Soru: Bünyeye yabancı madde yerleştirme veya başka bir değişle eklenti yapma nasıl olacak, vucut 3. Boyutta?
Cevap: Anlatmaya çalıştığımız yönteme moleküllere-ayırma denir. 4. Boyut'un 3. Boyut'a nasıl transfer edildiğini anlatmak ve transferi yapmak çok karmaşıktır. Şu kadarını söyleyebiliriz ki, kopya veya klonlanma yapıldığında klonlananın sadece kendisi değil bütün 4. Boyut gerçekliği de 3. Boyut'a taşınır.

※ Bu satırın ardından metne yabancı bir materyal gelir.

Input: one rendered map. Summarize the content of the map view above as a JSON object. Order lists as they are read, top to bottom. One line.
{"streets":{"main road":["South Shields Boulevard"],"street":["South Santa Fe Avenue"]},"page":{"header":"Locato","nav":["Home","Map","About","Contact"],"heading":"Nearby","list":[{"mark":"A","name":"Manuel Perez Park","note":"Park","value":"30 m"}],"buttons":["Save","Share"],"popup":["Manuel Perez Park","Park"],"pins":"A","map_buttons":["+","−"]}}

Değişime konu olan sadece cisim değil getirilen Boyut'un gerçekliğidir de aynı zamanda.
Soru: Başka bir değişle, 4. Boyut'a giden ve kullanılan sadece Ruhun kalıbı, bundan şablon yapılıp  karbondan oluşan bir kopya yapılmakta, istenen herşey bu kopyaya yüklenmekte ve bu kopya geriye gönderilmekte. Dünya üzerinde hali hazırda yaratılmış olan canlı yeniden düzenlenip değiştirilerek 3. Boyut'a müdahale edilmekte.  

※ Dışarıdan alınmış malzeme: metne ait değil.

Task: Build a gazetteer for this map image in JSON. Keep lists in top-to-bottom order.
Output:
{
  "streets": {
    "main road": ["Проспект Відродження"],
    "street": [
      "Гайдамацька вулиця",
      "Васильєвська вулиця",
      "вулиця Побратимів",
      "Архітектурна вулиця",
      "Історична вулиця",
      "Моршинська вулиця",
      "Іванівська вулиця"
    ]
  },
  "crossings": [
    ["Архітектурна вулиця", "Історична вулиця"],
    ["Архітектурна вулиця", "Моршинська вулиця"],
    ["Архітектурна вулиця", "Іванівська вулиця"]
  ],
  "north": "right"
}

Cevap: Kesinlikle öyle. 4. Boyut'taki yapılan değişikliklerin 3. Boyut'a tam olarak tranfer edilmesine özellikle özen gösterilmeli.
Soru: 4. Boyut'taki yapılan değişikleri etkisiz hale getirmenin veya tamamen söküp atmanın bir yolu var mı?

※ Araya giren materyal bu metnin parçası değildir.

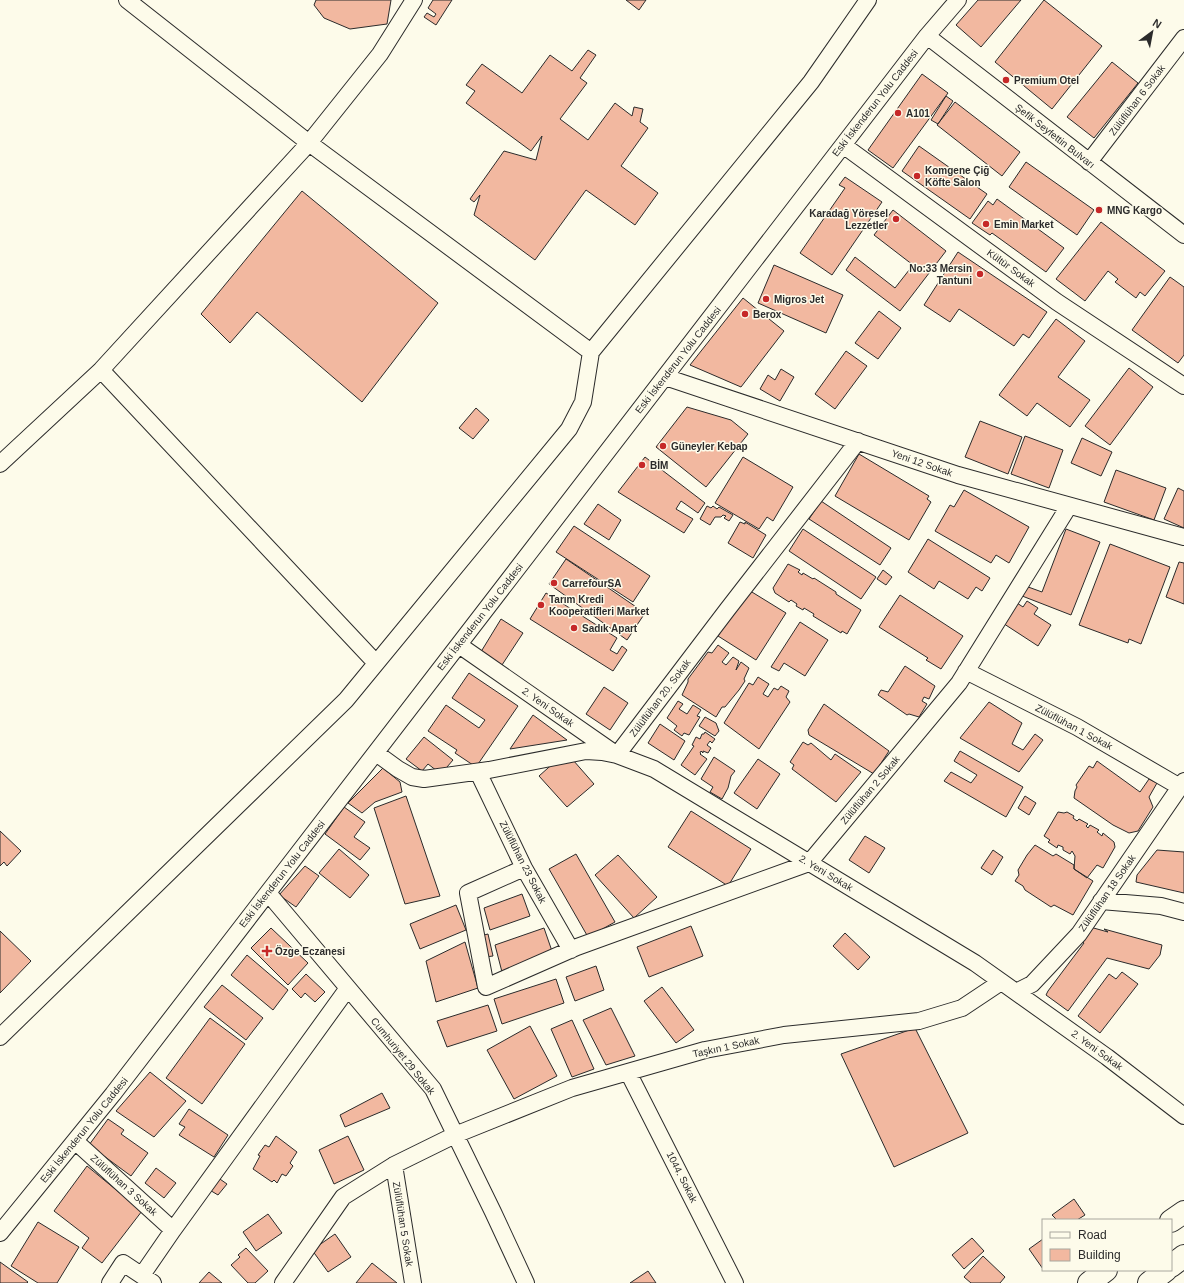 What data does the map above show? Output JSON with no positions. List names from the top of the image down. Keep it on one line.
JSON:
{"streets":{"street":["Zülüflühan 6 Sokak","Eski İskenderun Yolu Caddesi","Şefik Seyfettin Bulvarı","Kültür Sokak","Yeni 12 Sokak","Zülüflühan 20. Sokak","2. Yeni Sokak","Zülüflühan 1 Sokak","Zülüflühan 2 Sokak","Zülüflühan 23 Sokak","Zülüflühan 18 Sokak","Taşkın 1 Sokak","Cumhuriyet 29 Sokak","1044. Sokak","Zülüflühan 3 Sokak","Zülüflühan 5 Sokak"]},"crossings":[["Zülüflühan 6 Sokak","Şefik Seyfettin Bulvarı"],["Eski İskenderun Yolu Caddesi","Şefik Seyfettin Bulvarı"],["Eski İskenderun Yolu Caddesi","Kültür Sokak"],["Eski İskenderun Yolu Caddesi","Yeni 12 Sokak"],["Eski İskenderun Yolu Caddesi","2. Yeni Sokak"],["Eski İskenderun Yolu Caddesi","Cumhuriyet 29 Sokak"],["Eski İskenderun Yolu Caddesi","Zülüflühan 3 Sokak"],["Yeni 12 Sokak","Zülüflühan 20. Sokak"],["Yeni 12 Sokak","Zülüflühan 2 Sokak"],["Zülüflühan 20. Sokak","2. Yeni Sokak"],["2. Yeni Sokak","Zülüflühan 2 Sokak"],["2. Yeni Sokak","Zülüflühan 18 Sokak"],["2. Yeni Sokak","Taşkın 1 Sokak"],["Zülüflühan 1 Sokak","Zülüflühan 2 Sokak"],["Zülüflühan 1 Sokak","Zülüflühan 18 Sokak"],["Taşkın 1 Sokak","Cumhuriyet 29 Sokak"],["Taşkın 1 Sokak","1044. Sokak"],["Taşkın 1 Sokak","Zülüflühan 5 Sokak"]],"places":{"other":["Premium Otel","A101","Komgene Çiğ Köfte Salon","MNG Kargo","Karadağ Yöresel Lezzetler","Emin Market","No:33 Mersin Tantuni","Migros Jet","Berox","Güneyler Kebap","BİM","CarrefourSA","Tarım Kredi Kooperatifleri Market","Sadık Apart"],"health":["Özge Eczanesi"]},"legend":["Road","Building"],"north":"top right"}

Cevap: Hayır, değişiklik, yapılan canlının ölümüne sebeb olmadan yapılamaz. Bu arada bunu yapabileceğini söyleyenlere de inanmayın. (ancak 3. Boyut'ta vucuda eklenenler sökülüp atılabilir, 4. Boyut'takiler değil)
.............
Cassiopaenlar yukarıda her nekadar, 4. Boyut'ta vucuda eklenenler sökülüp atılamazlar deseler de, eklenenlerin farkına vararak ve işleylerine izin vermeyerek, faal hale gelmelerini engelleyebiliriz.
Eski Şamanların uygulamalarında, hastalığa sebep olan büyüsel objelerin alınması ve kötü ruhlar tarafından kaçırılmış ruhun aranmasıyla veya işkal edilmiş ruhu işkalciyi kovarak  iyileştirme yapılmaktaydı.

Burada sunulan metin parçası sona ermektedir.